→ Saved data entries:
-----

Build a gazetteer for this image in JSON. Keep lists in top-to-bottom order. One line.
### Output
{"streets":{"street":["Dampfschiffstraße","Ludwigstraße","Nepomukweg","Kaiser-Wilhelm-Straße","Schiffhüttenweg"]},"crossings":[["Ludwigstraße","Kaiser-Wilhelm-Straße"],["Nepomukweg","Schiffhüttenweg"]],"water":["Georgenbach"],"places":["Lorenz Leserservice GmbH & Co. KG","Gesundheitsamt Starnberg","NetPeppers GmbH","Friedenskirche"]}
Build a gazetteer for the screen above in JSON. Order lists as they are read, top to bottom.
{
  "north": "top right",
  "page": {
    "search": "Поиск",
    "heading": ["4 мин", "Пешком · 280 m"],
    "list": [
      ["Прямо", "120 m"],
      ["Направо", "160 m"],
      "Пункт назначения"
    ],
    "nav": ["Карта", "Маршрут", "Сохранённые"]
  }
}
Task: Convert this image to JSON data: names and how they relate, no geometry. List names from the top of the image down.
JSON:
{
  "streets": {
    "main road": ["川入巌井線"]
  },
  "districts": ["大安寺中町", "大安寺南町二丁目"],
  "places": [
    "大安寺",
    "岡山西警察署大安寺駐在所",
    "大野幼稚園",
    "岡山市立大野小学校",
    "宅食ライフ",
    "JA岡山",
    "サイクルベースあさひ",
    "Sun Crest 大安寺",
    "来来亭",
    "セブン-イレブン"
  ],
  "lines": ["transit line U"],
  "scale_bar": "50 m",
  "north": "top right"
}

-----

→ Problem details:
Please copy each line of the records above in which the word "this" can be found.

→ The completed task:
Build a gazetteer for this image in JSON. Keep lists in top-to-bottom order. One line.
Task: Convert this image to JSON data: names and how they relate, no geometry. List names from the top of the image down.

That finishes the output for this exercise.